Exercise requirements
All lines holding the word "Lukes" should be located in the records and copied.

[Saved entries]
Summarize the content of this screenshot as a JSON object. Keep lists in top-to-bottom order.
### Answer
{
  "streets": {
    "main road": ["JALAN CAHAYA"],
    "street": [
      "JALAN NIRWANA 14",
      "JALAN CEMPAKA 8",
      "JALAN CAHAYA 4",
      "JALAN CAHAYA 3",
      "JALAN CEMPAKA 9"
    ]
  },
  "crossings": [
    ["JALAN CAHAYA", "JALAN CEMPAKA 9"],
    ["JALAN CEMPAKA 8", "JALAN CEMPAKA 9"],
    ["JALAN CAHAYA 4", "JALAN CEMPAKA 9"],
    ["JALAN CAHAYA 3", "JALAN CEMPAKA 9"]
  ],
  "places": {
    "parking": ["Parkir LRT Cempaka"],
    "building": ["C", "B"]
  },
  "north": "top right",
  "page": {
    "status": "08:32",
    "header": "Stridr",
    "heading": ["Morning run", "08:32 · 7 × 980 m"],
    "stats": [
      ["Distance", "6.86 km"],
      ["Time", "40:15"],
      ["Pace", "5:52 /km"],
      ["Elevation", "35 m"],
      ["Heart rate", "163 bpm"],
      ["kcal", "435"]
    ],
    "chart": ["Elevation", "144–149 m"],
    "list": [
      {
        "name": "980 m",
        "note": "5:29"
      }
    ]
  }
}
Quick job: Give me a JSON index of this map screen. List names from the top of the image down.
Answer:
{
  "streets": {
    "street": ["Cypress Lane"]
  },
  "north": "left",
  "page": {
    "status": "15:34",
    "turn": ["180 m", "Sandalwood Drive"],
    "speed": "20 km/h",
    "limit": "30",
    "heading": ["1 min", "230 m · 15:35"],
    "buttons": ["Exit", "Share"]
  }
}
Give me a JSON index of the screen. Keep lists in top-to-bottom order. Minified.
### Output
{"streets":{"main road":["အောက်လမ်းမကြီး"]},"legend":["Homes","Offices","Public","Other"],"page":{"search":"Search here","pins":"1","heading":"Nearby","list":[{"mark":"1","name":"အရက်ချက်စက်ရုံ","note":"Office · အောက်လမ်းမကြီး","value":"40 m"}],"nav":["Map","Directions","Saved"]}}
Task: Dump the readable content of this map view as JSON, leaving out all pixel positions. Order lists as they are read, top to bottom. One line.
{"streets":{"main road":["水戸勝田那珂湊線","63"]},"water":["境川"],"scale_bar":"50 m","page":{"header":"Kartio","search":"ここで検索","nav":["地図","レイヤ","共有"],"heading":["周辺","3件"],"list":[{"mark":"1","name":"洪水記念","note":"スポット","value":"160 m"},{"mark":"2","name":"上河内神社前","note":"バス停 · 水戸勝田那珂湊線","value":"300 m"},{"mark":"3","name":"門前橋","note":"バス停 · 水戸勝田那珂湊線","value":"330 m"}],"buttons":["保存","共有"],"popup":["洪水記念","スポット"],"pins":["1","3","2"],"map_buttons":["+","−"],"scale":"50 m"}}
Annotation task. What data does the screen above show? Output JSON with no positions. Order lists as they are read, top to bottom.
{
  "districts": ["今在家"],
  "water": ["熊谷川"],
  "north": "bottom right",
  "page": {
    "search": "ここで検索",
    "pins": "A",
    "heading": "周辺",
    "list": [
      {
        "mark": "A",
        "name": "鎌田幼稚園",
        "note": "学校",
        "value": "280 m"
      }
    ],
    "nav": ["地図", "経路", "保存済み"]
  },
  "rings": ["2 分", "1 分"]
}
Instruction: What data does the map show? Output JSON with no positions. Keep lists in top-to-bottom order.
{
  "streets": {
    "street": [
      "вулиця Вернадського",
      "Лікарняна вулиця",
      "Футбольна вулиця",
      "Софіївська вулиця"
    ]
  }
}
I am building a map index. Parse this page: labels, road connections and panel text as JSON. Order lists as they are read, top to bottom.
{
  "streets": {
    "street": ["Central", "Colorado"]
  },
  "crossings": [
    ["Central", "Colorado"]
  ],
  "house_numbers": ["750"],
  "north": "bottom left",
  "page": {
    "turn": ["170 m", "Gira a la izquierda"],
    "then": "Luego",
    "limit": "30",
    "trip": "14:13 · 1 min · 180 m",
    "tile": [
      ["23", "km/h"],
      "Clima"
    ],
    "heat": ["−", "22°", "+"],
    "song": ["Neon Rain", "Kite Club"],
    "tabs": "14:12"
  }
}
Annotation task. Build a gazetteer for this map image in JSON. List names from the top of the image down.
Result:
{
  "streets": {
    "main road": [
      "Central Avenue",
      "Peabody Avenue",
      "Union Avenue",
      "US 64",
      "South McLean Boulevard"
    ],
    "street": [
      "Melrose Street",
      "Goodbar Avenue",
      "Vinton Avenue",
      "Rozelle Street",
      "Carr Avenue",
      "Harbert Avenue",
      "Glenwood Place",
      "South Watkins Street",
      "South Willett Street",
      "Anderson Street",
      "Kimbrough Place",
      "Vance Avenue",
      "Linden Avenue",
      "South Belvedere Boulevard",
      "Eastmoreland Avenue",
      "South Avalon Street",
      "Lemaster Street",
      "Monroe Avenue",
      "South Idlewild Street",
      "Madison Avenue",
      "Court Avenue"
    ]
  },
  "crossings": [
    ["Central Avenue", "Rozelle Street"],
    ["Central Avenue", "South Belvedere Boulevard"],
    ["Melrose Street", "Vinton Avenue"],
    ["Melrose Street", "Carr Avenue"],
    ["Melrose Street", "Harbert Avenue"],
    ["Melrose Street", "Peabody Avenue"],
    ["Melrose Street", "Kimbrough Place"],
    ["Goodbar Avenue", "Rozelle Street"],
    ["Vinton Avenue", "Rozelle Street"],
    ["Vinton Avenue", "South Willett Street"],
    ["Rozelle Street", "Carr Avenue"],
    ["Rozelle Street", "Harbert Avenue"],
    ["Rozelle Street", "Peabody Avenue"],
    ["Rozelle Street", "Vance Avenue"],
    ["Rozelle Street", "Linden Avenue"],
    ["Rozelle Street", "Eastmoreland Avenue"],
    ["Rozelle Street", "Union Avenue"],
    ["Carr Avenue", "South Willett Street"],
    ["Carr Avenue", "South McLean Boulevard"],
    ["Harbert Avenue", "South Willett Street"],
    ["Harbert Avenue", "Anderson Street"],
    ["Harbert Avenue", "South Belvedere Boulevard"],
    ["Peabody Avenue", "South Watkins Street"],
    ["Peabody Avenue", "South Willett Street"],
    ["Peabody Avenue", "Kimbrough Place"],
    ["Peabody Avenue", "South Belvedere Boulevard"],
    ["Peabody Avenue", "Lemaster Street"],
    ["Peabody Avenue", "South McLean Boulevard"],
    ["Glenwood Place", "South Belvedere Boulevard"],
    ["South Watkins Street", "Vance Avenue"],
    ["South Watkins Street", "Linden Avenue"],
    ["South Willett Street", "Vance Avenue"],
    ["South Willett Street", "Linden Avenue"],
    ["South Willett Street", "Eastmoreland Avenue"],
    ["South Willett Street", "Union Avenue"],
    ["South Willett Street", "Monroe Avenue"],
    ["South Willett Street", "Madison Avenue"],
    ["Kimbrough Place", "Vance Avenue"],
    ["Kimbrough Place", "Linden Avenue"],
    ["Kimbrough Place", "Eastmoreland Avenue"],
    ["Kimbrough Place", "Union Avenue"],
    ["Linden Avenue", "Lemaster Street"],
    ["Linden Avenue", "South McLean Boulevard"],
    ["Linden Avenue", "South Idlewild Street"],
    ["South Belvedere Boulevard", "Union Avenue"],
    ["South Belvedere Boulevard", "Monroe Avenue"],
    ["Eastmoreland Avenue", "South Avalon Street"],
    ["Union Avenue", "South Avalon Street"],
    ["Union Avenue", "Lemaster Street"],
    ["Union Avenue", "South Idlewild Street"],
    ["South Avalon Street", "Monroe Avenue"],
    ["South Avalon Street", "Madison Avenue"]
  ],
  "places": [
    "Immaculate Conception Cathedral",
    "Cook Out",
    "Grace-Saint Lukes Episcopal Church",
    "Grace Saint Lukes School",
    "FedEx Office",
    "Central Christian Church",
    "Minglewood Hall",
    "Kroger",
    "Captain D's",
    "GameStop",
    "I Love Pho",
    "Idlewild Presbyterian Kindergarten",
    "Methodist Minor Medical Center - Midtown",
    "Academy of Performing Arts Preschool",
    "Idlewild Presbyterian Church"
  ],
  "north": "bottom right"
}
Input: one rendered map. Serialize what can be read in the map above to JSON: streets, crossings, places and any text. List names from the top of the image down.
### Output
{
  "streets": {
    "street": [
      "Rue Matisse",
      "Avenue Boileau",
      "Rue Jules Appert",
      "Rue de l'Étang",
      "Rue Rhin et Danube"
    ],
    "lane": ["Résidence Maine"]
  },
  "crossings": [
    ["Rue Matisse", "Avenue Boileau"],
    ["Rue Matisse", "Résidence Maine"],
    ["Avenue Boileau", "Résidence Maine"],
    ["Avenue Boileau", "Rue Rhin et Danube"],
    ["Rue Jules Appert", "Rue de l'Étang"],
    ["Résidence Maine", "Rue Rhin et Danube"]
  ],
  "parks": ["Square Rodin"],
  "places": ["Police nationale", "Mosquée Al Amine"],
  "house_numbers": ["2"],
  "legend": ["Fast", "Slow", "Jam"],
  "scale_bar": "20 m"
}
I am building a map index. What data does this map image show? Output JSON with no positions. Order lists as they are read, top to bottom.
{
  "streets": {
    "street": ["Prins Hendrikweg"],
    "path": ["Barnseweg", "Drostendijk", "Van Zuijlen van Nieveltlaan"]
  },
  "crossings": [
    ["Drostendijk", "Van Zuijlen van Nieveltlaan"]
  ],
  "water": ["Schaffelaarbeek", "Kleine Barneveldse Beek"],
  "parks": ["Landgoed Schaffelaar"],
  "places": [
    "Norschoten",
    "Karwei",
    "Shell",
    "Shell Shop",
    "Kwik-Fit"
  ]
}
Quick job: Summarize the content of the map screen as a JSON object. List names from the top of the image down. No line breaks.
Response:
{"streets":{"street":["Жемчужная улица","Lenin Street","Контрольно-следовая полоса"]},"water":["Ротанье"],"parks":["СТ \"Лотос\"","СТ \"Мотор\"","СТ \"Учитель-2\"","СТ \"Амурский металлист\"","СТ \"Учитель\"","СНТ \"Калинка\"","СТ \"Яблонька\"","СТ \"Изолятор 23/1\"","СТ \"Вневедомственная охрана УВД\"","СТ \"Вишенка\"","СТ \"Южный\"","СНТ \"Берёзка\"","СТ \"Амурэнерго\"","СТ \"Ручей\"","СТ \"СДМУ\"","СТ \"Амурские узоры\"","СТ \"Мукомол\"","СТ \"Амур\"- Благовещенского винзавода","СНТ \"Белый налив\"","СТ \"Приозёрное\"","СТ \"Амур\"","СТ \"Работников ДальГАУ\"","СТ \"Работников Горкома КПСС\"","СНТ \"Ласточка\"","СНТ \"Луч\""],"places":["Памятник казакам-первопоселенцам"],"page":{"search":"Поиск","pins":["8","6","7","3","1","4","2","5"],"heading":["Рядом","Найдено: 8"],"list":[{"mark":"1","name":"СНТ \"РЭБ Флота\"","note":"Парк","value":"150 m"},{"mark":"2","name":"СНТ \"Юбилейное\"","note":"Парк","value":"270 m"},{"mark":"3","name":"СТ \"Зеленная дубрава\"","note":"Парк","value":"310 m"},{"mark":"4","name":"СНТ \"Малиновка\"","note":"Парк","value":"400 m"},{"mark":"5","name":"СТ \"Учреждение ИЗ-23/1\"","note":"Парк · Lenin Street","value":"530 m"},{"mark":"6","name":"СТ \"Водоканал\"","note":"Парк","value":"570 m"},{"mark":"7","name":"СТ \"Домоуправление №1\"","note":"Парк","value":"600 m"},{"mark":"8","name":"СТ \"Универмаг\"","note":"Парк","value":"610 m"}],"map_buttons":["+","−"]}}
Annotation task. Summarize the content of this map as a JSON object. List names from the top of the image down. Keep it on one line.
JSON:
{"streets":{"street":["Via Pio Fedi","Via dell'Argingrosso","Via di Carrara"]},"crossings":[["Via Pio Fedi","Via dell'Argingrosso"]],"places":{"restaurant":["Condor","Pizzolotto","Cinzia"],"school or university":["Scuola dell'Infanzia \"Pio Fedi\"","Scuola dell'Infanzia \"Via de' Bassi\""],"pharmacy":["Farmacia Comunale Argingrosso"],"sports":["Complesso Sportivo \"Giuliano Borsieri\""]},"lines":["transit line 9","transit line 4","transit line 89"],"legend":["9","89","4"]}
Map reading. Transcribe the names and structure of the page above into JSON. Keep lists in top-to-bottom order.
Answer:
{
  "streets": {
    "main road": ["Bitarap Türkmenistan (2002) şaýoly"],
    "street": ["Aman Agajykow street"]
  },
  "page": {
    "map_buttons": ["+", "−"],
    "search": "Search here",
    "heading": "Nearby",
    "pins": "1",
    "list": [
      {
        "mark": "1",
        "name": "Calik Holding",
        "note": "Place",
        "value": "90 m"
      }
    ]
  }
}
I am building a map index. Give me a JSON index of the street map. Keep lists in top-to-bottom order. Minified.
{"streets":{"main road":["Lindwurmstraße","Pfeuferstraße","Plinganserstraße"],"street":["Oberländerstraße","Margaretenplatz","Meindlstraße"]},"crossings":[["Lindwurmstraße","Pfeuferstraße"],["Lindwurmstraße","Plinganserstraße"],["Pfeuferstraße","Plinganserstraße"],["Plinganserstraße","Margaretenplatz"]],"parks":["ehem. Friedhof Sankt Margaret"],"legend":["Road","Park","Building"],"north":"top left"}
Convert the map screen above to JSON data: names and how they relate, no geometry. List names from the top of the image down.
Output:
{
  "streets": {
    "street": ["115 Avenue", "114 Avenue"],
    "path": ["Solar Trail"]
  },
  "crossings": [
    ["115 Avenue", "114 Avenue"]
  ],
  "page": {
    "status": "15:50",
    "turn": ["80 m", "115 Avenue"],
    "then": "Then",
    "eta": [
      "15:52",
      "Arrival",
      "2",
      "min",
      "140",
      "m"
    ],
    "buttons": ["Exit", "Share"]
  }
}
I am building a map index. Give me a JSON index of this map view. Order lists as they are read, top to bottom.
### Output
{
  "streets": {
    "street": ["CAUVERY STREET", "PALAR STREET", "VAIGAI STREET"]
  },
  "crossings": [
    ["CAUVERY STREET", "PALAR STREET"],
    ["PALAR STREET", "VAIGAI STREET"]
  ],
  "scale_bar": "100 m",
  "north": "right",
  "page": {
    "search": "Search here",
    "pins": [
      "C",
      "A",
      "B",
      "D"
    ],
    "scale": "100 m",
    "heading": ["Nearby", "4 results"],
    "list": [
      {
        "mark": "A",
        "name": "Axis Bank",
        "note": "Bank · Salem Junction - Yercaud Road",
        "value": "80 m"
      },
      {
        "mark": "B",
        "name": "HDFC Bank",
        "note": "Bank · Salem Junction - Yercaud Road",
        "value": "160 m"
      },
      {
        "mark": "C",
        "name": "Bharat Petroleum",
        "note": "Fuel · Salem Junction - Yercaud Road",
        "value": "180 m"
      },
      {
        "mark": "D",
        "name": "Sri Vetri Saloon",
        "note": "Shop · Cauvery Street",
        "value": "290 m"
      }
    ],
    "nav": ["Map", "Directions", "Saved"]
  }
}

Expected output
    "Grace-Saint Lukes Episcopal Church",
    "Grace Saint Lukes School",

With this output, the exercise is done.